Try it:
All lines of the listing below must be reproduced character for character.
[Extracted records Boundary: Start]
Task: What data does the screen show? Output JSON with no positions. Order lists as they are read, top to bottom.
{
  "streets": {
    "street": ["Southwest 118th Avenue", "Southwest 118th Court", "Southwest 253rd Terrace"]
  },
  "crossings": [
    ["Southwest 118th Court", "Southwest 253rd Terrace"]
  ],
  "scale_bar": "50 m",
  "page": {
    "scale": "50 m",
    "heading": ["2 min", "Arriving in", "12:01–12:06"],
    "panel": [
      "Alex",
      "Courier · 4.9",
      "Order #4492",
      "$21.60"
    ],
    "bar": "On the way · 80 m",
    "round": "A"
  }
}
[Extracted records Boundary: End]
Answer to this exercise:
Task: What data does the screen show? Output JSON with no positions. Order lists as they are read, top to bottom.
{
  "streets": {
    "street": ["Southwest 118th Avenue", "Southwest 118th Court", "Southwest 253rd Terrace"]
  },
  "crossings": [
    ["Southwest 118th Court", "Southwest 253rd Terrace"]
  ],
  "scale_bar": "50 m",
  "page": {
    "scale": "50 m",
    "heading": ["2 min", "Arriving in", "12:01–12:06"],
    "panel": [
      "Alex",
      "Courier · 4.9",
      "Order #4492",
      "$21.60"
    ],
    "bar": "On the way · 80 m",
    "round": "A"
  }
}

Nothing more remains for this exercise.